Such are grounded in the triune God of Scripture,
No, they are grounded in
your interpretation of scripture, and they are grounded in
the way the triune God of scripture is described. Whether what is described reflects reality, isn't decided by your dogmatic and unqualified confident manner of expressing your viewpoints. You are not god. You
are capable of doing what other people do, and of putting faith in seriously deficient reasoning and perhaps not noticing for years where it all went wrong.
Regardless, I side with the Calvinists who warn me that presuppositionalism is unbiblical. You will say they are wrong, but that is ridiculous: you aren't going to deny their salvation solely for thei being "wrong" about presuppositionalism. So that means you allow such critics to be spiritually alive despite this type of "error" on their part. If spiritually alive people disagree with each other on some biblical manner, spiritually dead people are very reasonable to presume spiritually dead people are only going to fumble the ball worse, and to accordingly ignore it.
who is the necessary precondition of intelligibility.
Fallacy of argument by assertion. You just throw it out there as if it were no more controversial than "trees exist".
Thus, you’re already borrowing intellectual and epistemic capital from the very worldview you deny (since your own neither supplies them nor is able to account for them). Well done.
Blame it on God, who wanted me to engage in such borrowing. He's certainly happy I did so, and true Calvinism is equally as inconsistent as the biblical authors were to presume that there still some sort of room to justify caring about anything less than God's glory.
And if your God was glorified somehow by my ignorance, that's all I care about.

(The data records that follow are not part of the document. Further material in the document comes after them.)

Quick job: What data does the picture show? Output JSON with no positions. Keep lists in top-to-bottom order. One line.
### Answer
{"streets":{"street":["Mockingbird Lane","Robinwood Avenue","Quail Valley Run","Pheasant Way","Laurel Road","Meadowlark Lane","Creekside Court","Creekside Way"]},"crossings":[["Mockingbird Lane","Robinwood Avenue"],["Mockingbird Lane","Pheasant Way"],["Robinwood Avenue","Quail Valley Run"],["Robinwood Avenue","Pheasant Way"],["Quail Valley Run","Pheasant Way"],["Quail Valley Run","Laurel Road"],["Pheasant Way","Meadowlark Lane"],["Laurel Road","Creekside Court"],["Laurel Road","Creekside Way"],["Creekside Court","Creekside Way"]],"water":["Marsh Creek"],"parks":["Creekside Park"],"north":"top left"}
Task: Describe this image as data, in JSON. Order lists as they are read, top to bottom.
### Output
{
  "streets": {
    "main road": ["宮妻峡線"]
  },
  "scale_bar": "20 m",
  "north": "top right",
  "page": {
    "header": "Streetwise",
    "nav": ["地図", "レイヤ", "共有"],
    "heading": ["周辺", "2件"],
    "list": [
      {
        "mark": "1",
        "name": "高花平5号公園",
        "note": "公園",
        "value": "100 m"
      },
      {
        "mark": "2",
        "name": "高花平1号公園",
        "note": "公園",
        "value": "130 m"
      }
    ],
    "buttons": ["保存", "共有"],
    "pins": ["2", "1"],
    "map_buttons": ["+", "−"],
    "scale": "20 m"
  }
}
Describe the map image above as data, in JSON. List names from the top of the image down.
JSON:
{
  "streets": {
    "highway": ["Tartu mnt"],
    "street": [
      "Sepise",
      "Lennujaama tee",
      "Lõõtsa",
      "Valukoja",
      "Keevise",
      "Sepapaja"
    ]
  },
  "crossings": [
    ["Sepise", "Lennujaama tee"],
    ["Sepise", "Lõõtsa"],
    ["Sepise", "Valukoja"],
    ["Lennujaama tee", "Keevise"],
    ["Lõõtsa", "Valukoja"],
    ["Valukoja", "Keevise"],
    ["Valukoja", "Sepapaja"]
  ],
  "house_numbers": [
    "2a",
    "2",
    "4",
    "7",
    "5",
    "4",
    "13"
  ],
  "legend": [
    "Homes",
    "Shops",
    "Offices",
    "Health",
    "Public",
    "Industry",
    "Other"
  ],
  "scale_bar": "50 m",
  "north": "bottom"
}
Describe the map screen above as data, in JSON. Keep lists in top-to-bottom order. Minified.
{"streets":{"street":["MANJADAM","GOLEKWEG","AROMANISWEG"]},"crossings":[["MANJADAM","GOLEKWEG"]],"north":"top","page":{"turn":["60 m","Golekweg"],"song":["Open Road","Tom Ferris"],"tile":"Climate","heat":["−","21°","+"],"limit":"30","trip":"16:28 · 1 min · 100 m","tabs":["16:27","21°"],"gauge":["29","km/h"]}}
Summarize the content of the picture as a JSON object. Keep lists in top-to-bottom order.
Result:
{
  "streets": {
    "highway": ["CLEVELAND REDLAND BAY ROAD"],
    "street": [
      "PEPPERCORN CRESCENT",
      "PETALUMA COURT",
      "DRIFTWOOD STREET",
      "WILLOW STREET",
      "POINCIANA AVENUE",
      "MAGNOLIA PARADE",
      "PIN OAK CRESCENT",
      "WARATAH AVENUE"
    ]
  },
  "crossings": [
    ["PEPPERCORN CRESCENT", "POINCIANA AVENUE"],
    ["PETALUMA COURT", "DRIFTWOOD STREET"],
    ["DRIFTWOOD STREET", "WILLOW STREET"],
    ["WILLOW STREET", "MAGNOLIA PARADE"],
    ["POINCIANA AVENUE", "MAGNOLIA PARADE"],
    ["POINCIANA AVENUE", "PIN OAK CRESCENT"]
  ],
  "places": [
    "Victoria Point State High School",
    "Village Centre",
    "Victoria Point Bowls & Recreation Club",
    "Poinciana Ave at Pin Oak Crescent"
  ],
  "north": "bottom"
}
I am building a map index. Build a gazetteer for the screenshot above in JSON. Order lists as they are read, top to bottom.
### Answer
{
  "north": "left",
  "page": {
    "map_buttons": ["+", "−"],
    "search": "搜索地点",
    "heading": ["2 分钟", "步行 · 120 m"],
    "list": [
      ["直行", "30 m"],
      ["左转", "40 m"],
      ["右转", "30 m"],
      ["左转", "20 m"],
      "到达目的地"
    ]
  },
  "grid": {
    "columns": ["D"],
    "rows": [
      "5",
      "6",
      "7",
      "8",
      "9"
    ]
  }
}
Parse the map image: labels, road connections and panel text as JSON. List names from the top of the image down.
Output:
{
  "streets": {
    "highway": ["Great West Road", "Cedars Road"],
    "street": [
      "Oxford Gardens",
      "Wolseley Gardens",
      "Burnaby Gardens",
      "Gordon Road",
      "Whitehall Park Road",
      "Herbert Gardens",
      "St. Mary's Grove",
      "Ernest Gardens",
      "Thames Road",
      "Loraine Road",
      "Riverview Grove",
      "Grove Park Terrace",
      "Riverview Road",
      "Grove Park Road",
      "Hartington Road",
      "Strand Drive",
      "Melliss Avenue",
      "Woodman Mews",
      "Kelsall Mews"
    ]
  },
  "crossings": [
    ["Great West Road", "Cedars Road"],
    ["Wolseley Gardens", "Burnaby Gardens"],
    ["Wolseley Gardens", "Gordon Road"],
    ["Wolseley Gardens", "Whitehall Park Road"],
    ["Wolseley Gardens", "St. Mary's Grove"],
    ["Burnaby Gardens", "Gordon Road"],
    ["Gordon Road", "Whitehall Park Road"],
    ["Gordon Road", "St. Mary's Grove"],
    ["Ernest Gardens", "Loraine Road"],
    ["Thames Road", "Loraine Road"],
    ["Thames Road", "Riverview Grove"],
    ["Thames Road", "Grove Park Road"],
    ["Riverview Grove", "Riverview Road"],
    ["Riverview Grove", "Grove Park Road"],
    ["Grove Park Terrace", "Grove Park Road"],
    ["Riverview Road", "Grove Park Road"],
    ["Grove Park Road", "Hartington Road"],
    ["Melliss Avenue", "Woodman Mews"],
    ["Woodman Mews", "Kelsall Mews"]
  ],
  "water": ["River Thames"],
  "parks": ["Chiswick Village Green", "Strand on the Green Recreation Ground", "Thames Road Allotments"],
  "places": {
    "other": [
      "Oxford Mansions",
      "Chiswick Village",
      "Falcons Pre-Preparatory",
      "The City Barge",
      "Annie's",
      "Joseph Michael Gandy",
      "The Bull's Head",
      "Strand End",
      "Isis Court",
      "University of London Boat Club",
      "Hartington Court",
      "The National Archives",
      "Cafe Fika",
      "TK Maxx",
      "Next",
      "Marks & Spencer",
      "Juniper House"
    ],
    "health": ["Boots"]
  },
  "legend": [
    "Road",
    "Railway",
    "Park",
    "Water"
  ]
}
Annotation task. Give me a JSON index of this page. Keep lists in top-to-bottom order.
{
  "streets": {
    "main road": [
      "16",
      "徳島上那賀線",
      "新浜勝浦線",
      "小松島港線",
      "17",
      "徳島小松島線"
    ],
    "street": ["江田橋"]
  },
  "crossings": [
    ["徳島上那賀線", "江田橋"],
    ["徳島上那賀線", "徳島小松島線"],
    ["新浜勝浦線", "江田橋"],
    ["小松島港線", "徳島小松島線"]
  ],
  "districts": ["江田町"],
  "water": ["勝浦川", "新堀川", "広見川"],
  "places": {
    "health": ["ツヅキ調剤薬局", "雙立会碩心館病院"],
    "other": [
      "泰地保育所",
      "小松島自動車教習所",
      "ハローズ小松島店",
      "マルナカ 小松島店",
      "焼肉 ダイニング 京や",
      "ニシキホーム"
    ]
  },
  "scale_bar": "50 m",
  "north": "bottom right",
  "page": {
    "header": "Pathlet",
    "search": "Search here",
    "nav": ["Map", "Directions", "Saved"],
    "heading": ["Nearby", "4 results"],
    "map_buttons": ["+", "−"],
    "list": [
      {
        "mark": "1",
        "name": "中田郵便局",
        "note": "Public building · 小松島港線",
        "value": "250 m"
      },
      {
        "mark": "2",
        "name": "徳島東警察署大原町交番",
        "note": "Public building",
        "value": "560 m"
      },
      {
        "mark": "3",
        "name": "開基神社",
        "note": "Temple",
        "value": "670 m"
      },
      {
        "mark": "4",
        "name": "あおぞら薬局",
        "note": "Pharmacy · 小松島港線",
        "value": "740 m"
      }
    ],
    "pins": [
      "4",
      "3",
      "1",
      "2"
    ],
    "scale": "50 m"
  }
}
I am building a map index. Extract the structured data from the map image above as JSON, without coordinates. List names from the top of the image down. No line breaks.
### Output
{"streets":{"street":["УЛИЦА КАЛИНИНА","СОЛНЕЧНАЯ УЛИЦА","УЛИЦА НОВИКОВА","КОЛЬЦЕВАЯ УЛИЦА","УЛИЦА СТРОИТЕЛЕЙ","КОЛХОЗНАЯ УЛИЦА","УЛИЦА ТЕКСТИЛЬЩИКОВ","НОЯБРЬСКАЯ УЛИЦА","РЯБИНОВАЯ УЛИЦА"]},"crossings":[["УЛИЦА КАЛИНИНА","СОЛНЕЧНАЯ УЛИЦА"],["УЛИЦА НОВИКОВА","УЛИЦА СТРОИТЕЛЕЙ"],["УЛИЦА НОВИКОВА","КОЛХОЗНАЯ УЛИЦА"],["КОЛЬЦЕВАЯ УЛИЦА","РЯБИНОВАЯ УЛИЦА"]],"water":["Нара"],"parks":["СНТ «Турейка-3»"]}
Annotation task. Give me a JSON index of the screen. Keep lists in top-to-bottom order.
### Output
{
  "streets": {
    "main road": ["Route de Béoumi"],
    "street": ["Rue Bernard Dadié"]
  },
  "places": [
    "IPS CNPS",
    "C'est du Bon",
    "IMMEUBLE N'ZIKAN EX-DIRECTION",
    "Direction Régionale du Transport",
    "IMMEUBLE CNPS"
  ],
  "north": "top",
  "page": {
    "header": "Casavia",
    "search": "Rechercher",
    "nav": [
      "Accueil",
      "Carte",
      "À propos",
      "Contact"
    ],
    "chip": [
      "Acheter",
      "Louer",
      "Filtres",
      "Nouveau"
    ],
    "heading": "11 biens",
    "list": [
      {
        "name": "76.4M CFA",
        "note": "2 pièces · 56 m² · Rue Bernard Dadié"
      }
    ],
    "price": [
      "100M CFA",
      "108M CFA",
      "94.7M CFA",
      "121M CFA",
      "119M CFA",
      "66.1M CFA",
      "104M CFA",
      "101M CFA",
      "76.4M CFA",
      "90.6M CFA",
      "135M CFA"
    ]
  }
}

And the fact that this is all I care about, forces the conclusion that God wanted me to be that ignorant.
Feelings are irrelevant, for the dispute is not autobiographical.
You seem to forget that fact when you fail to distinguish your viewpoint from God's viewpoint. I do not accept super-confidently asserted criticisms as somehow exempt from possible error.
Only if you held strictly and consistently to your own view. But you don’t, which is why you’re accidentally reasonable.
If my inconsistency makes God happy, I'm very confident that God cares more about what makes him happy than he cares about some "inconsistency".
That does not explain the fact of existence, but rather how long the universe has been around.
Then the fact that your god has existed eternally wouldn't preclude asking you to "explain" the "fact" of his existence.
That you can’t tell the difference is itself revealing.
If I've misunderstood, then please clarify what exactly "explain" is asking for, if it isn't asking for identification of cause. It seems to me that you have to load "explain" with special assumptions the word doesn't normally carry in normal conversation, raising the specter of special pleading.
The problem with this view is that the universe is observably expanding.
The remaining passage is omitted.